Records excerpted from a collection

%%

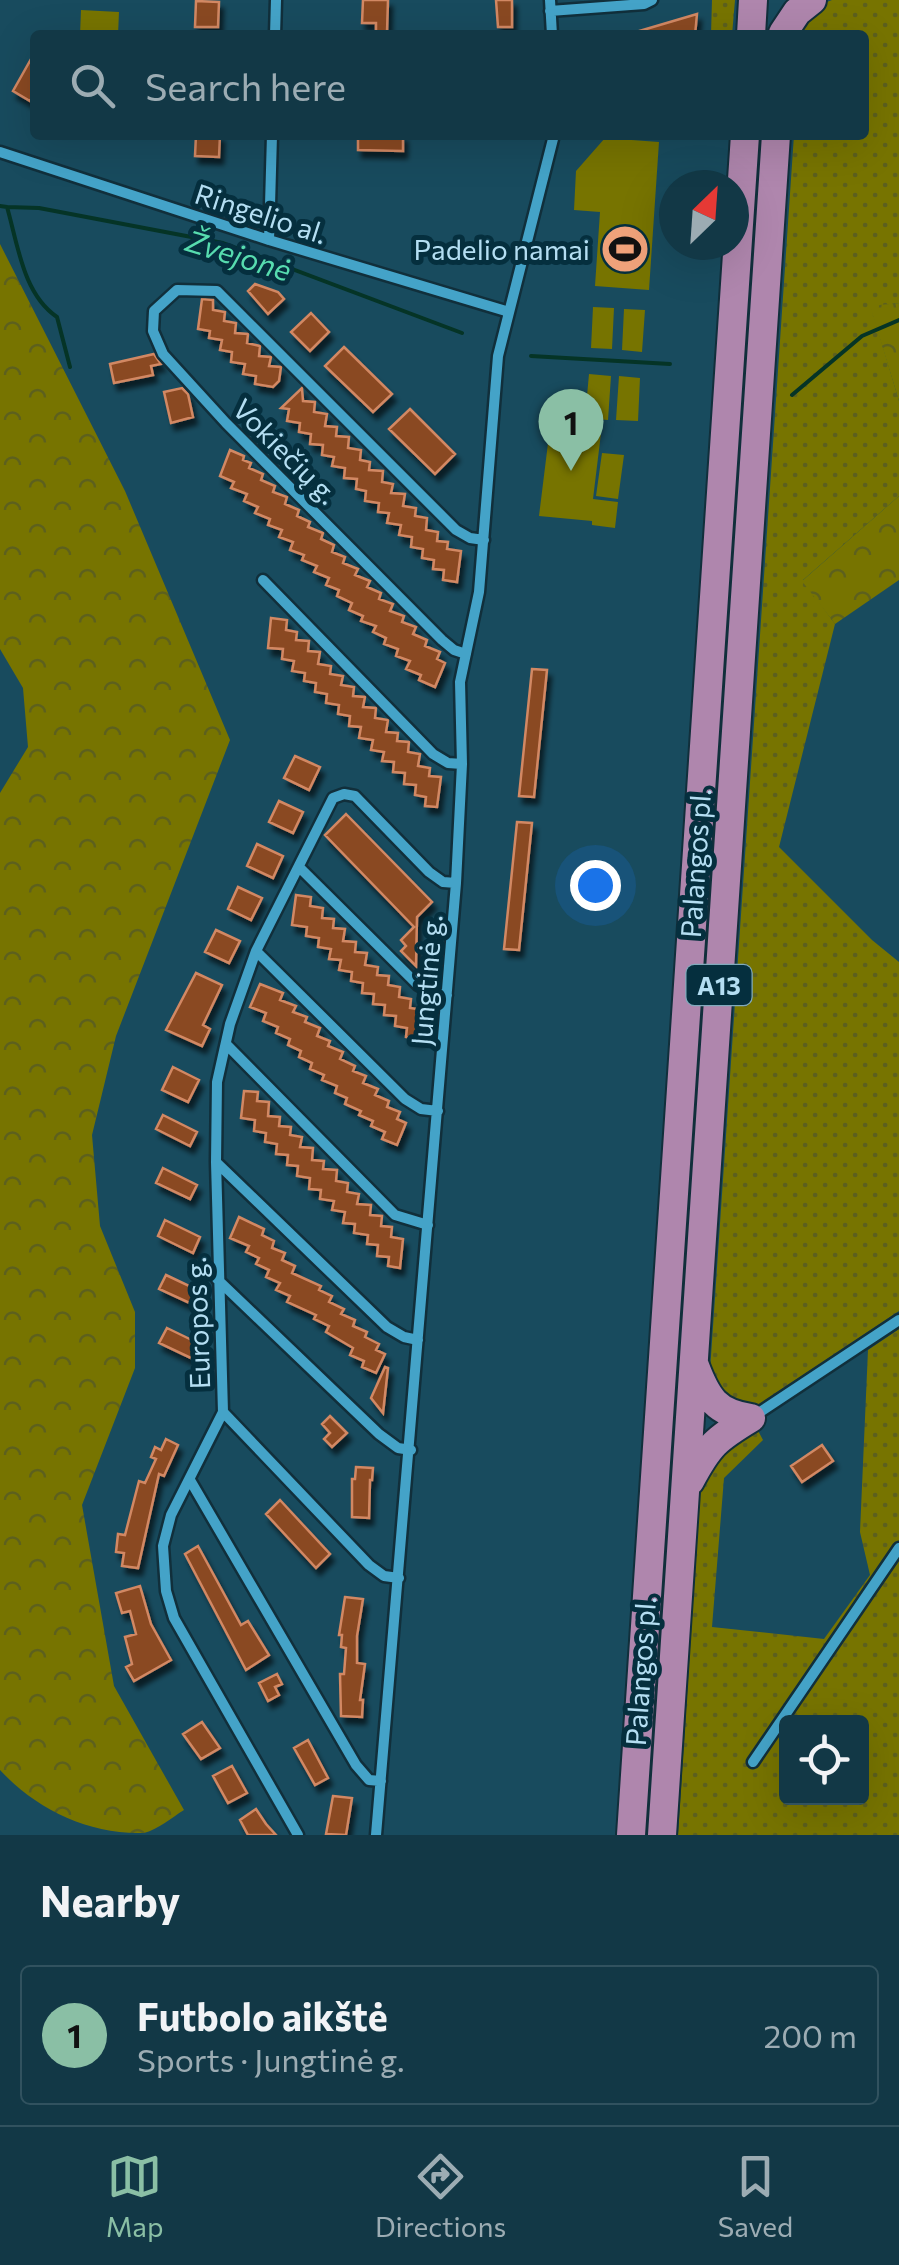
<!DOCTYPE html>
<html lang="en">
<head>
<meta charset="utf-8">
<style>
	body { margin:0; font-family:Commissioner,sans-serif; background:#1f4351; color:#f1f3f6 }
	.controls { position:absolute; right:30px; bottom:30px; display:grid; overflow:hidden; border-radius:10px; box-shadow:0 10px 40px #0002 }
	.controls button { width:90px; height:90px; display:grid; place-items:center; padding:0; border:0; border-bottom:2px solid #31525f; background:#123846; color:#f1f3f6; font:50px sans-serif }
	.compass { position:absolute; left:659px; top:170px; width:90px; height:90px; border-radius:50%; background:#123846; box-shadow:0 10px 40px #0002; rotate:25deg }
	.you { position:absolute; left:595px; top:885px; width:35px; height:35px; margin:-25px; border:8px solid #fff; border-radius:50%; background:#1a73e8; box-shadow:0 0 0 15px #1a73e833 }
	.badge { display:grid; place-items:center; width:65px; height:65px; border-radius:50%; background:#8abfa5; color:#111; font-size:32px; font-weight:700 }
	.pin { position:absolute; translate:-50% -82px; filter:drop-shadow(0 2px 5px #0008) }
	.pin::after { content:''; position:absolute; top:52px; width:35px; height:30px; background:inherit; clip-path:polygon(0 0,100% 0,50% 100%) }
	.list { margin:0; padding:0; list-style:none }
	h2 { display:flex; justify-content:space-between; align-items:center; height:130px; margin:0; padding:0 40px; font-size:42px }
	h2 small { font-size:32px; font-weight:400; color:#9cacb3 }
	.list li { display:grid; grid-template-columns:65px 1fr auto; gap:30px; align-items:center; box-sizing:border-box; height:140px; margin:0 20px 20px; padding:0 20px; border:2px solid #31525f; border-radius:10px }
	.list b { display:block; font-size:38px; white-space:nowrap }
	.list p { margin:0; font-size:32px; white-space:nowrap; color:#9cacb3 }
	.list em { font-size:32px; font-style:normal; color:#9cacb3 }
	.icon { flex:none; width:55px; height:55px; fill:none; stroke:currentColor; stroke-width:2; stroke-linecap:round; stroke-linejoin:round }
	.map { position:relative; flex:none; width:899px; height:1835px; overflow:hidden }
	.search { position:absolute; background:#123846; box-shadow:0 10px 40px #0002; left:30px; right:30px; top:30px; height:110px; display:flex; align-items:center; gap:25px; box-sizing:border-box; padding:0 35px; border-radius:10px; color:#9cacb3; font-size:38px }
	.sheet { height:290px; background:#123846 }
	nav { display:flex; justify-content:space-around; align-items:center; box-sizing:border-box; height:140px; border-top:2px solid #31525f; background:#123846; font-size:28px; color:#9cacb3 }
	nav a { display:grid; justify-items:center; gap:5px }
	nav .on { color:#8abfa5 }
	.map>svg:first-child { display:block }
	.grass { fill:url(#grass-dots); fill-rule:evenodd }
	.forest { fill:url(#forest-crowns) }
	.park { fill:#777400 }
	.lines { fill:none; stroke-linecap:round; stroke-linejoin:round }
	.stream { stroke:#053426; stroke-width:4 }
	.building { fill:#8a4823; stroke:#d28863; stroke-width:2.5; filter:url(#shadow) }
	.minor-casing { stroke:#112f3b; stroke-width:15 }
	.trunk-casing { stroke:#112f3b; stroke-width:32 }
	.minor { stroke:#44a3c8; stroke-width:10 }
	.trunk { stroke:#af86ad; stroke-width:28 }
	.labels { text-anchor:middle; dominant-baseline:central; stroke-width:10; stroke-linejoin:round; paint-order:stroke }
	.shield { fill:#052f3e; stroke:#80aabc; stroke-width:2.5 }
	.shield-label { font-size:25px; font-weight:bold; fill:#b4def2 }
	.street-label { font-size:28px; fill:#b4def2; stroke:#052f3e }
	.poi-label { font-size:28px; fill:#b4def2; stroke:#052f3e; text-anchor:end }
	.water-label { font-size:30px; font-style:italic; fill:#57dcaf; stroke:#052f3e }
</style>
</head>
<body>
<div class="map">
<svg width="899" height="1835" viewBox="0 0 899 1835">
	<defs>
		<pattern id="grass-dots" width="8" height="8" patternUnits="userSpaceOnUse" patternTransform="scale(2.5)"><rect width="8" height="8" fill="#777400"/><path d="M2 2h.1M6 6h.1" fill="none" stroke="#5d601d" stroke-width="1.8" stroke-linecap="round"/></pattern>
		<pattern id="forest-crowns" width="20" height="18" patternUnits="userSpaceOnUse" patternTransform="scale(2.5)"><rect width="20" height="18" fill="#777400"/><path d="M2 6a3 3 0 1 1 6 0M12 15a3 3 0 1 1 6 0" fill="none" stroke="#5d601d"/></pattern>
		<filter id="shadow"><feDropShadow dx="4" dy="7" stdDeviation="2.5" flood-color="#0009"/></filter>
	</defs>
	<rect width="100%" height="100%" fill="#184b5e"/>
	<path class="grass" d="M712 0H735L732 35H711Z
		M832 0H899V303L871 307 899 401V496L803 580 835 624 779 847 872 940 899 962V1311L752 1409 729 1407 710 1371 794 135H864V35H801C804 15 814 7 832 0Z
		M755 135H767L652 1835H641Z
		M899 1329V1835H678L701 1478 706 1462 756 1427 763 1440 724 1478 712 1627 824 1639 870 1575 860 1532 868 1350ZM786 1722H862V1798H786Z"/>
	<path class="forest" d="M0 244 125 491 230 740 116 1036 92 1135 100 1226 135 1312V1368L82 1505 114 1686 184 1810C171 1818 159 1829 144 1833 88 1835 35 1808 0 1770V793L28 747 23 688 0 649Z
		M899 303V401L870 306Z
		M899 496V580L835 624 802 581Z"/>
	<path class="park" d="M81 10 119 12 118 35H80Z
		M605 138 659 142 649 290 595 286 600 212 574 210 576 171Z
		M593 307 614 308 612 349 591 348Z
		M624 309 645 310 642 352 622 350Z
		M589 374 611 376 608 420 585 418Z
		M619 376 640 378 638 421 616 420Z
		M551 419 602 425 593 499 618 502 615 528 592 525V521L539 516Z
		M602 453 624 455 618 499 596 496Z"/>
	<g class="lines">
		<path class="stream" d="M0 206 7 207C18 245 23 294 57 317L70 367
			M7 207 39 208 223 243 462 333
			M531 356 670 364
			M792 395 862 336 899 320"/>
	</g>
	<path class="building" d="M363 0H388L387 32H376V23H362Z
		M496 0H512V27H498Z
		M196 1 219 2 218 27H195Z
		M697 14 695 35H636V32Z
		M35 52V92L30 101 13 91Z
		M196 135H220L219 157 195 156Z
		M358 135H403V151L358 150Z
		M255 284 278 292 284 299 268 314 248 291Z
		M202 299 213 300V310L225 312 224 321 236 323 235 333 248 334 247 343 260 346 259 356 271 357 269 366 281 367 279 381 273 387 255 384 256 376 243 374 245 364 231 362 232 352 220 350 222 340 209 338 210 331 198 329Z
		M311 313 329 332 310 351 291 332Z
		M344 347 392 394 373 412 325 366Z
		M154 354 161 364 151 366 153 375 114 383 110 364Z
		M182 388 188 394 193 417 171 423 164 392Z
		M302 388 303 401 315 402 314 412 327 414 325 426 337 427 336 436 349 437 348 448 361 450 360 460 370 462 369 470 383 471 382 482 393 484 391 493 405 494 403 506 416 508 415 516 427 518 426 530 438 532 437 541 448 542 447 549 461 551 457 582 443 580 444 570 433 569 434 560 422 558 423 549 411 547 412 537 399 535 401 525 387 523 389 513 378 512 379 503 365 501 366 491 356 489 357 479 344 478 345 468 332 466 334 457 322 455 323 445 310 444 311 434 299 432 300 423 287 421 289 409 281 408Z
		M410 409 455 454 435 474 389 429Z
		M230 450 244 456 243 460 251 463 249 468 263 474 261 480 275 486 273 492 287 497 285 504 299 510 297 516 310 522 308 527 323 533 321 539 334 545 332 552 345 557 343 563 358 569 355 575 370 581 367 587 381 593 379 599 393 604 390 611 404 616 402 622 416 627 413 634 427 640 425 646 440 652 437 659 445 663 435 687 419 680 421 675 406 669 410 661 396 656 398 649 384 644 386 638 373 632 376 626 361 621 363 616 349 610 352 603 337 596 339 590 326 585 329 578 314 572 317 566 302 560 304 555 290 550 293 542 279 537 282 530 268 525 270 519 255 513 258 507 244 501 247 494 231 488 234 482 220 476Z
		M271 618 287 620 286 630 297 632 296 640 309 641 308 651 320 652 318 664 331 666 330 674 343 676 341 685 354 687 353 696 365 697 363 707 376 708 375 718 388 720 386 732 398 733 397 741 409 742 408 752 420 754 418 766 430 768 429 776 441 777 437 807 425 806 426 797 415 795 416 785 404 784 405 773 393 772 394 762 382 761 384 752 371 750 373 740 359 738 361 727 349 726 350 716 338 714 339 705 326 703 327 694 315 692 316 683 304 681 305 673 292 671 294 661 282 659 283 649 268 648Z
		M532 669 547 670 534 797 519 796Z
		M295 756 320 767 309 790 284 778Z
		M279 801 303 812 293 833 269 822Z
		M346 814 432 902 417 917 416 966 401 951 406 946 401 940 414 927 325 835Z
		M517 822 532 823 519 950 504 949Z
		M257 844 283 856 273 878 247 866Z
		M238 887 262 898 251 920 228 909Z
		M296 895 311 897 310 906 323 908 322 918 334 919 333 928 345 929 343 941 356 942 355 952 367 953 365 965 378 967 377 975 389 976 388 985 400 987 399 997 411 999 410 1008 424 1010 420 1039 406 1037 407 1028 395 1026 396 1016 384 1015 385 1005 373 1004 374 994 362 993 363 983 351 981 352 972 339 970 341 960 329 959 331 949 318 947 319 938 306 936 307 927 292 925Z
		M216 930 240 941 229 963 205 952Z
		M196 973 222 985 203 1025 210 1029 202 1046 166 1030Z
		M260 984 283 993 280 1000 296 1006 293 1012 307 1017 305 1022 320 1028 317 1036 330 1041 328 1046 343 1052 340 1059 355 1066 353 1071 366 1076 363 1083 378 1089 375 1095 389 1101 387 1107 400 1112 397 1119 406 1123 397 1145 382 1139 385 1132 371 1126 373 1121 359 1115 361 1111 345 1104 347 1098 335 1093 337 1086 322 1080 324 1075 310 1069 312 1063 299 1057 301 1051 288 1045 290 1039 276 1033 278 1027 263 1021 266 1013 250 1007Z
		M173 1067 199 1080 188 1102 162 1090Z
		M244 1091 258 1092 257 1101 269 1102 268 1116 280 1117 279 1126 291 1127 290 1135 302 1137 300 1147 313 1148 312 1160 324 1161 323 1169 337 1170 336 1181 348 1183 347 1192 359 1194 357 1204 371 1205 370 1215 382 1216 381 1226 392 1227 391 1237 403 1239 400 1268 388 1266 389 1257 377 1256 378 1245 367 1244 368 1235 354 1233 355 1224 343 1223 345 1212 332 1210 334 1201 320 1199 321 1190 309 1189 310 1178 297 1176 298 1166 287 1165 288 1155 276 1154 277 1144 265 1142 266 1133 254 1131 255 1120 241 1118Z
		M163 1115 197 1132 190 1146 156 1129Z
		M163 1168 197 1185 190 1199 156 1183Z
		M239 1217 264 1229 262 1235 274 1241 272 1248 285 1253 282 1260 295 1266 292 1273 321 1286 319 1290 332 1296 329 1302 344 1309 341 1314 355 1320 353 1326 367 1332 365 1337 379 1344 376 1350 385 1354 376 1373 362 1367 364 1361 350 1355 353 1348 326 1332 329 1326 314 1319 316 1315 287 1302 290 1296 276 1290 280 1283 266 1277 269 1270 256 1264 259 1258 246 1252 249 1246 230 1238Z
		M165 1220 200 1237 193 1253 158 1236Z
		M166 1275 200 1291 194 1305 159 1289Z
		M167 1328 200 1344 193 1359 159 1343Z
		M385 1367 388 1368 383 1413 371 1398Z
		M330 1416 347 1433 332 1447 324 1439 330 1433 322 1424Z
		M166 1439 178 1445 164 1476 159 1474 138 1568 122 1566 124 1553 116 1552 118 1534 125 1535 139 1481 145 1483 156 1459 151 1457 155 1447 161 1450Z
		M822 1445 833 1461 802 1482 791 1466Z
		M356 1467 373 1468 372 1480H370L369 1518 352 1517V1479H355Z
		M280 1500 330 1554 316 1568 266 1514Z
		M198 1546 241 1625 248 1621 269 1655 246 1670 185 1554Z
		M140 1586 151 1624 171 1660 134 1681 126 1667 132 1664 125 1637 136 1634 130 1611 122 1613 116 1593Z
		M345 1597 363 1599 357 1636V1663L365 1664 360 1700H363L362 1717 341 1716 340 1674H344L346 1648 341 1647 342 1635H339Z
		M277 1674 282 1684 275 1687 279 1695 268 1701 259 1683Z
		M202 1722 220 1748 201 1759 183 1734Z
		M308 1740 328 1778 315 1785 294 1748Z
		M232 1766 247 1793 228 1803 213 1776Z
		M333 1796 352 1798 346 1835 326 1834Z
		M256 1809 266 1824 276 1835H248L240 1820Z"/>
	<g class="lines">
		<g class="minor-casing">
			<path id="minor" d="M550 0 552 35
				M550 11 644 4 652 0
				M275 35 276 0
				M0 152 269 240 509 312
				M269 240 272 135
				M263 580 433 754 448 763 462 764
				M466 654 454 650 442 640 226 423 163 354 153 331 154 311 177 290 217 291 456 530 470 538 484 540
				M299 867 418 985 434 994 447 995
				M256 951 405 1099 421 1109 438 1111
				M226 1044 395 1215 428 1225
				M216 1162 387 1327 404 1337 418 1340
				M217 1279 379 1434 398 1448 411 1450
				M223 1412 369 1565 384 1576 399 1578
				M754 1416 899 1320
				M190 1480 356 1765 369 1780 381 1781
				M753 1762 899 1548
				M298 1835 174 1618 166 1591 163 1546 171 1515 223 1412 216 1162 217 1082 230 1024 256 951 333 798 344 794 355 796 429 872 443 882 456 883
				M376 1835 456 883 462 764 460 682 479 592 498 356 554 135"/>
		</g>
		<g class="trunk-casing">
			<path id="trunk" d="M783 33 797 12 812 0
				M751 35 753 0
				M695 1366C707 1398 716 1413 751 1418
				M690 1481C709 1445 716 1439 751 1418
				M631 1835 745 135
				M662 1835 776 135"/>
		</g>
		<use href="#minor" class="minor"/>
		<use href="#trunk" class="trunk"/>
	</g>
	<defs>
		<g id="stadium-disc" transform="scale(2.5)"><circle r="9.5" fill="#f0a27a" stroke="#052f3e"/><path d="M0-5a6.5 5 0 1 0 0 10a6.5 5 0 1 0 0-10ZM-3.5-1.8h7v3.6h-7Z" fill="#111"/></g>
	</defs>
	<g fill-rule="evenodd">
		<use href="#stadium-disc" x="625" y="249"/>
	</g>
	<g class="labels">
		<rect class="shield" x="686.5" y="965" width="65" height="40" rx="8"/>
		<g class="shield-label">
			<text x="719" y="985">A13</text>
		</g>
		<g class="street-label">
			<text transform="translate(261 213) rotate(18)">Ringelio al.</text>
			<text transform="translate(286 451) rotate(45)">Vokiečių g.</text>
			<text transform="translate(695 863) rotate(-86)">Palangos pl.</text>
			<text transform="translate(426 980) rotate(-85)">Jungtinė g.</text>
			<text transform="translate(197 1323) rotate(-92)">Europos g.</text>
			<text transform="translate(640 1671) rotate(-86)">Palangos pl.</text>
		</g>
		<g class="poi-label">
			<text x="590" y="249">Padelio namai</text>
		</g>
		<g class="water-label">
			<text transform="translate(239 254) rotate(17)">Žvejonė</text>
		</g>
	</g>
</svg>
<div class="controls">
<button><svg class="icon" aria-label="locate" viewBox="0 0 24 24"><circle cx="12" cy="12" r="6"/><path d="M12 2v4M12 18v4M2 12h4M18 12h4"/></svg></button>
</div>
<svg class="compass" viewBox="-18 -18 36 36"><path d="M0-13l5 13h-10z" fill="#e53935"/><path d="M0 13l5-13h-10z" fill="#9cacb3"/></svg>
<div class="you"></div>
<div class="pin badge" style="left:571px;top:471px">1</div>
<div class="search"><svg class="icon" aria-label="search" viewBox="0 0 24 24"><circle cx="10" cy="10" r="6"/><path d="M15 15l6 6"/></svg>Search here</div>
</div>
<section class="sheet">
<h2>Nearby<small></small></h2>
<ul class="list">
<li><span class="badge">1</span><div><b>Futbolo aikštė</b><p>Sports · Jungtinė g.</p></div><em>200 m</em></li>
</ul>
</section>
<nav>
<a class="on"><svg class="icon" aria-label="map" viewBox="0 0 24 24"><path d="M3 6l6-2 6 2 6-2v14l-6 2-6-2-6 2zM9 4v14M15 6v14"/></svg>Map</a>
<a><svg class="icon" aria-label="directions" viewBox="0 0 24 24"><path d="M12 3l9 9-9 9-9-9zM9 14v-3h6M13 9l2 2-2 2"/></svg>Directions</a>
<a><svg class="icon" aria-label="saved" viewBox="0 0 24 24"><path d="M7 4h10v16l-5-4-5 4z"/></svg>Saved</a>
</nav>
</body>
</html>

%%

Identify the lines of the entries containing the string "list". Copy each such line.

Output >>
	.list { margin:0; padding:0; list-style:none }
	.list li { display:grid; grid-template-columns:65px 1fr auto; gap:30px; align-items:center; box-sizing:border-box; height:140px; margin:0 20px 20px; padding:0 20px; border:2px solid #31525f; border-radius:10px }
	.list b { display:block; font-size:38px; white-space:nowrap }
	.list p { margin:0; font-size:32px; white-space:nowrap; color:#9cacb3 }
	.list em { font-size:32px; font-style:normal; color:#9cacb3 }
<ul class="list">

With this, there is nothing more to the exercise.